In case it helps, I was able to (via the code in the code block at the bottom; note that this code uses eval, so you probably don't want to run it yourself) transform these examples into SMT2 (attached as text files, because GitHub wouldn't let me attach them as smt2). The minus signs in some variable names caused errors, so I renamed the variables. The equivalent issues are, for the original version:
(assert
(or (and AEA AEB (not AED) (not AEC)) (and AEB AED (not AEC) (not AEA)) (and AED AEC (not AEA) (not AEB)) (and AEC AEA (not AEB) (not AED)) (and (not AEA) (not AEB) (not AED) (not AEC))))
All four of AEA, AEB, AEC, AED are true in the model, which violates this constraint.

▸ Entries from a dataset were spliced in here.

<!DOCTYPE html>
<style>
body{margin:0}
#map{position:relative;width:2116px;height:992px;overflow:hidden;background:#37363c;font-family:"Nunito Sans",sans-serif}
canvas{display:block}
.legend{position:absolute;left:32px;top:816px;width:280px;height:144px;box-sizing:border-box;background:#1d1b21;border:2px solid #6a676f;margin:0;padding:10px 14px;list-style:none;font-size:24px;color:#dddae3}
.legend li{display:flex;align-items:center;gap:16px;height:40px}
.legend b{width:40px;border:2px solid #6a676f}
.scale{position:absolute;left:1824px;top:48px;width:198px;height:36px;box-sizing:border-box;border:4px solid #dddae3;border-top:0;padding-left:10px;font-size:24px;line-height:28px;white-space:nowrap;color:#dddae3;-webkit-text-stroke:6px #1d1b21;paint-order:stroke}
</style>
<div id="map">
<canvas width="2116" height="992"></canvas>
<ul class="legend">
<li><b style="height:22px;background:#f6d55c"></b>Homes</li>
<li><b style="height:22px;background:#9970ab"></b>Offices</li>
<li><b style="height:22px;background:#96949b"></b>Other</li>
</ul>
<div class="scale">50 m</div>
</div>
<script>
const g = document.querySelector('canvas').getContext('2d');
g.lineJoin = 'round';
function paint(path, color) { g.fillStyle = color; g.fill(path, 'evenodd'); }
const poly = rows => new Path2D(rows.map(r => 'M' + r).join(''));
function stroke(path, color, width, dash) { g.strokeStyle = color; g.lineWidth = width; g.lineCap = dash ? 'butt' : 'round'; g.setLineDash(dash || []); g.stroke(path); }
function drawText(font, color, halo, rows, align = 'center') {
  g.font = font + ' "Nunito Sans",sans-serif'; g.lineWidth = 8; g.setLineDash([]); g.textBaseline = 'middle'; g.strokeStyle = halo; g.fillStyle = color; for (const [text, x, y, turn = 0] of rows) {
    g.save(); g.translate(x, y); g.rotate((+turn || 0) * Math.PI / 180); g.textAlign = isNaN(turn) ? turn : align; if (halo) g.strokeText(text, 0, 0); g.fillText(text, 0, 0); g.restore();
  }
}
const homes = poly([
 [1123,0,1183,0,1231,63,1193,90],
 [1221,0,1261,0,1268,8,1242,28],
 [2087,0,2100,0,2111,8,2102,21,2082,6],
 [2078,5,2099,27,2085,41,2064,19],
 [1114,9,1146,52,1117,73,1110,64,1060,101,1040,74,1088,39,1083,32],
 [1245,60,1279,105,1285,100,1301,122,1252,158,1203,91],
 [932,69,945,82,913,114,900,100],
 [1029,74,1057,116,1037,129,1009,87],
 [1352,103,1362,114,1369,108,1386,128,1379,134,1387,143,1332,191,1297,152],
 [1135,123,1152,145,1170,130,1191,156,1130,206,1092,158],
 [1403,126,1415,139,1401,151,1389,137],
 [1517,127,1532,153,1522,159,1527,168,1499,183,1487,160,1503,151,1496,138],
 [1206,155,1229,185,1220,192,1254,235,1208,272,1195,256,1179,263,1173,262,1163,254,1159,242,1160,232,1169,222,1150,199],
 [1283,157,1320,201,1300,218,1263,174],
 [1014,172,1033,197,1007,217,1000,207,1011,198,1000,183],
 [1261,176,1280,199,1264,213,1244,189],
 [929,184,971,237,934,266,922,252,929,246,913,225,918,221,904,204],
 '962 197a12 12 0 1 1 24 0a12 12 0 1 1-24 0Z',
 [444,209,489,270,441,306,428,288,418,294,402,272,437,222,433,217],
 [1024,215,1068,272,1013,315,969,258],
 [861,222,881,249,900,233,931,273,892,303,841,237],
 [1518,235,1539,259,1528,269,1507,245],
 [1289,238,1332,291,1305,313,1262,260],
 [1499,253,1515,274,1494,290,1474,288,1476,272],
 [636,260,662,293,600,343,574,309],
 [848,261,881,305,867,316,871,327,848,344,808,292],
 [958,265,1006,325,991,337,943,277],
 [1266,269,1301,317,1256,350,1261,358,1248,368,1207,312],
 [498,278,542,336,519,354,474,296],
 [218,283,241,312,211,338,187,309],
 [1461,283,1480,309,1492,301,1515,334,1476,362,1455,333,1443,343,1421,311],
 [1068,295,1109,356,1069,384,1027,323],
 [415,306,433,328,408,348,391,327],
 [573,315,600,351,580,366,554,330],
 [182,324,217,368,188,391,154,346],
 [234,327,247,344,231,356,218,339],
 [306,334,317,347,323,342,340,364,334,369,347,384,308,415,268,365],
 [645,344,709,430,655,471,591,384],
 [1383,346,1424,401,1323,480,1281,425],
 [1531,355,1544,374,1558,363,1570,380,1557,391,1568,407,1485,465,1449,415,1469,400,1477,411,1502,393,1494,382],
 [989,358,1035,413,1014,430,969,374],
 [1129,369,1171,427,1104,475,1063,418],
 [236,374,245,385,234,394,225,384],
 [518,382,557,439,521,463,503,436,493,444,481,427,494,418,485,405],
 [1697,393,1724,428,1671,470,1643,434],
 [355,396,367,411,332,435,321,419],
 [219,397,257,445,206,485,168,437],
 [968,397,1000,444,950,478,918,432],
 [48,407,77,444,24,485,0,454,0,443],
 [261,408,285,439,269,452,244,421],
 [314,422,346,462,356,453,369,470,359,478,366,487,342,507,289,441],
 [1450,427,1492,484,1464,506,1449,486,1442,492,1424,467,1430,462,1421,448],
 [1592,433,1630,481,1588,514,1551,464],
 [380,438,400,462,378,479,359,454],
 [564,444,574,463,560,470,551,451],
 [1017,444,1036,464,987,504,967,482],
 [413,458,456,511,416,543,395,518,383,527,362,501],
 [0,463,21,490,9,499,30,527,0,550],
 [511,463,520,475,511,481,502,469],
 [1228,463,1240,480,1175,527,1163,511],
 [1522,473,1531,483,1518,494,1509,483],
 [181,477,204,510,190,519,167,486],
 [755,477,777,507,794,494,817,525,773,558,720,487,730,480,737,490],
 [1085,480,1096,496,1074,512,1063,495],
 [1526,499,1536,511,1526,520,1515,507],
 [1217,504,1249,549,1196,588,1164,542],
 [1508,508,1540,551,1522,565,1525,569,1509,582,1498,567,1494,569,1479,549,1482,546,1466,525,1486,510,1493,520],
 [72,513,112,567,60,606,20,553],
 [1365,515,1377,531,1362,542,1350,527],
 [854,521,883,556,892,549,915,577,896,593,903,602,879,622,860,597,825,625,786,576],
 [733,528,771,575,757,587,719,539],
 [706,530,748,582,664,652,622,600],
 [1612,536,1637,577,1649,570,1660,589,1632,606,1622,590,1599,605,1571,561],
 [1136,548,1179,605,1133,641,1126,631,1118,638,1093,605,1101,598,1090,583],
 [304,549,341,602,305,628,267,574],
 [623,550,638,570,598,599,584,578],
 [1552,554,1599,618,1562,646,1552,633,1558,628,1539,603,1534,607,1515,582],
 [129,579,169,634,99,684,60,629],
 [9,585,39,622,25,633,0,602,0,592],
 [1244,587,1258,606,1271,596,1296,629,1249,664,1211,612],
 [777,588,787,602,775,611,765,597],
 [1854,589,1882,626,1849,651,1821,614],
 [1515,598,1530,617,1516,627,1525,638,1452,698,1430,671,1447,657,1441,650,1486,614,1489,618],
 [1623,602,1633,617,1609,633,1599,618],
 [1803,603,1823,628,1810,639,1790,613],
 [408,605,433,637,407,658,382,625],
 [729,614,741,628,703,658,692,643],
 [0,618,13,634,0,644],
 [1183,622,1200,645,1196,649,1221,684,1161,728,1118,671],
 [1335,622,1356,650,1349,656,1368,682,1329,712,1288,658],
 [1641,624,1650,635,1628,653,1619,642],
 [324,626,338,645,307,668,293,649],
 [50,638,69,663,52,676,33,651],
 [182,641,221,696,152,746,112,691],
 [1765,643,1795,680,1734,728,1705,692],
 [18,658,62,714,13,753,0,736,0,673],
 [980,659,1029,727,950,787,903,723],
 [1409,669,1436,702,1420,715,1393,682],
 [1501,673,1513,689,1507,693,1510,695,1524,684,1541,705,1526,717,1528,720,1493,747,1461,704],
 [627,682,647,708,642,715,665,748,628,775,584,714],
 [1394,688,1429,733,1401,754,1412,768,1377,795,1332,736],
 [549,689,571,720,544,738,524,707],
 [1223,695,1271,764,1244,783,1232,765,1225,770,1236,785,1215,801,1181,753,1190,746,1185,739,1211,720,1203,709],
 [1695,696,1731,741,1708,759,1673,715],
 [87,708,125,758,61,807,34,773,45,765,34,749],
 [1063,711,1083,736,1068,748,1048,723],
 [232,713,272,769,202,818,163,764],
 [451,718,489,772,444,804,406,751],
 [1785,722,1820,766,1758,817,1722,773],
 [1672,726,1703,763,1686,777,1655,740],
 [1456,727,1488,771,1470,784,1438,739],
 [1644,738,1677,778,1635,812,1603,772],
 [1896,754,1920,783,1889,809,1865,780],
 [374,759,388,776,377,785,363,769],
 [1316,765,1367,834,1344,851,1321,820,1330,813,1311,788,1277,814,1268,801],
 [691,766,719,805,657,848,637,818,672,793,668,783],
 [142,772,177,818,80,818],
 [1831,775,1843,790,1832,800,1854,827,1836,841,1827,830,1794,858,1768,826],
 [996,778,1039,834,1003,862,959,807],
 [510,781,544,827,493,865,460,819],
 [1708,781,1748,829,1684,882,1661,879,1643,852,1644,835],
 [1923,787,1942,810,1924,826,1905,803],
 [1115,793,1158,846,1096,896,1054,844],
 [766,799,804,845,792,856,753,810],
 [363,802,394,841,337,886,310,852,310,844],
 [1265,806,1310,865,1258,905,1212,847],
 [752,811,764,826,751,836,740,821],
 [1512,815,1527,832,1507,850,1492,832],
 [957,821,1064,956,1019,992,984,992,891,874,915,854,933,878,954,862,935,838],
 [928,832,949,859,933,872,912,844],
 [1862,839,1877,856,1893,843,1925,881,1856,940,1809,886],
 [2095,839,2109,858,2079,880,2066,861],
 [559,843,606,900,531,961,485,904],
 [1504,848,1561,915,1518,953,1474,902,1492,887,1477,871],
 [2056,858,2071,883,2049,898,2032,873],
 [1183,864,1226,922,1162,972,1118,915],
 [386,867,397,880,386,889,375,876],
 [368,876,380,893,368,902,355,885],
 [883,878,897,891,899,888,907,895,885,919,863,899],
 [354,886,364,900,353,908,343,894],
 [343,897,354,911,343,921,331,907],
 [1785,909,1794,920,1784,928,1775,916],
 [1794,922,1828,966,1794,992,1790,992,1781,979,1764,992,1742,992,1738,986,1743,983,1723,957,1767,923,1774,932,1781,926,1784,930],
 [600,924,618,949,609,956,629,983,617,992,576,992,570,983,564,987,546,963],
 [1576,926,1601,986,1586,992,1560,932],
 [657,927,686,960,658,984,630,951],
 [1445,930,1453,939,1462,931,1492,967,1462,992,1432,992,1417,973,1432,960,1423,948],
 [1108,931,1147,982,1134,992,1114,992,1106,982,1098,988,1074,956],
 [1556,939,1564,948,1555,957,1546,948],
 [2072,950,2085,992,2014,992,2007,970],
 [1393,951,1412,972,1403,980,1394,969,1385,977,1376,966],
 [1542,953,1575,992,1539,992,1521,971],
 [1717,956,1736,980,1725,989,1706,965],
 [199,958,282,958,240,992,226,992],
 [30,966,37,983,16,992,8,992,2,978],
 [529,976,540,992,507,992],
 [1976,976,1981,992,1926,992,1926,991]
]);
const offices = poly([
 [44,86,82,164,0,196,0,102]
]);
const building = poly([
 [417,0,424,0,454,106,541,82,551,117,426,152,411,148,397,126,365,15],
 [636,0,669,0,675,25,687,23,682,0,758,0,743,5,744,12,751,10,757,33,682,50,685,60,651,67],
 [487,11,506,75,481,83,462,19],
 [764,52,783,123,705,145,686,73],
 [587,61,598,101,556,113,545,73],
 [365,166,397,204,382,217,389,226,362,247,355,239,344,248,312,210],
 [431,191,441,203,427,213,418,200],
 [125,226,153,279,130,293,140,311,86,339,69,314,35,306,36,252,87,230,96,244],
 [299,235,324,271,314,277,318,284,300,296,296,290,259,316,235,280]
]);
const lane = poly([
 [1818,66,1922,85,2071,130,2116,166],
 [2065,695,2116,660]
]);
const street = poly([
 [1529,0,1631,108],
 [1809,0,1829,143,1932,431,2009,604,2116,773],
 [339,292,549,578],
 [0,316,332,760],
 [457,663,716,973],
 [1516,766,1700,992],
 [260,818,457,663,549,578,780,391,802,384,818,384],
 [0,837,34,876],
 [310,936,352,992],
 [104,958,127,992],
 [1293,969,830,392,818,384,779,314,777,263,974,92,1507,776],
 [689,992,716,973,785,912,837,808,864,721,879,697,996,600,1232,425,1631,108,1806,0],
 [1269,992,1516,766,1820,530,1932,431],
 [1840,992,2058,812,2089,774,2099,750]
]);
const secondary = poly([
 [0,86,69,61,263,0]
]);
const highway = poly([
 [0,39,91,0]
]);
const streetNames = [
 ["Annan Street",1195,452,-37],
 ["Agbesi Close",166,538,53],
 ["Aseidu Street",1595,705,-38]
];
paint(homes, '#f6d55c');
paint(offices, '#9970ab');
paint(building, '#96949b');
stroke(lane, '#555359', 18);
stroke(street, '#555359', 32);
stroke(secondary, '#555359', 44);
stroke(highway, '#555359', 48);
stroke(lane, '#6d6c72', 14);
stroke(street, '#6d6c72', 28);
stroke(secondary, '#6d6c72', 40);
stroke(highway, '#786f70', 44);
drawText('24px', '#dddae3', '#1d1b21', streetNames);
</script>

And for the reduced version:
(assert
(or (and ATO ATP (not ATR) (not ATQ)) (and ATP ATR (not ATQ) (not ATO)) (and ATR ATQ (not ATO) (not ATP)) (and ATQ ATO (not ATP) (not ATR)) (and (not ATO) (not ATP) (not ATR) (not ATQ))))
(assert
(let (($x2292 (not ATN)))
(let (($x1418 (not ATQ)))
(or $x1418 ATO $x2292))))
ATN and ATQ are true in the model; ATO, ATP, and ATR are false in the model.
Python version: Python 3.13.3
Z3 version: Z3 version 4.15.0 - 64 bit
OS: MacOS, Sonoma 14.5
Let me know if there's any other information I can provide that would help in tracking this down (or if "z3 sometimes fails on inputs this large" is a known wontfix issue).
PS: SMT2 transformation code:
from z3 import Bool, And, Or, Not, Solver, is_true
import re
alpha = ''.join(chr(i) for i in range(65, 91))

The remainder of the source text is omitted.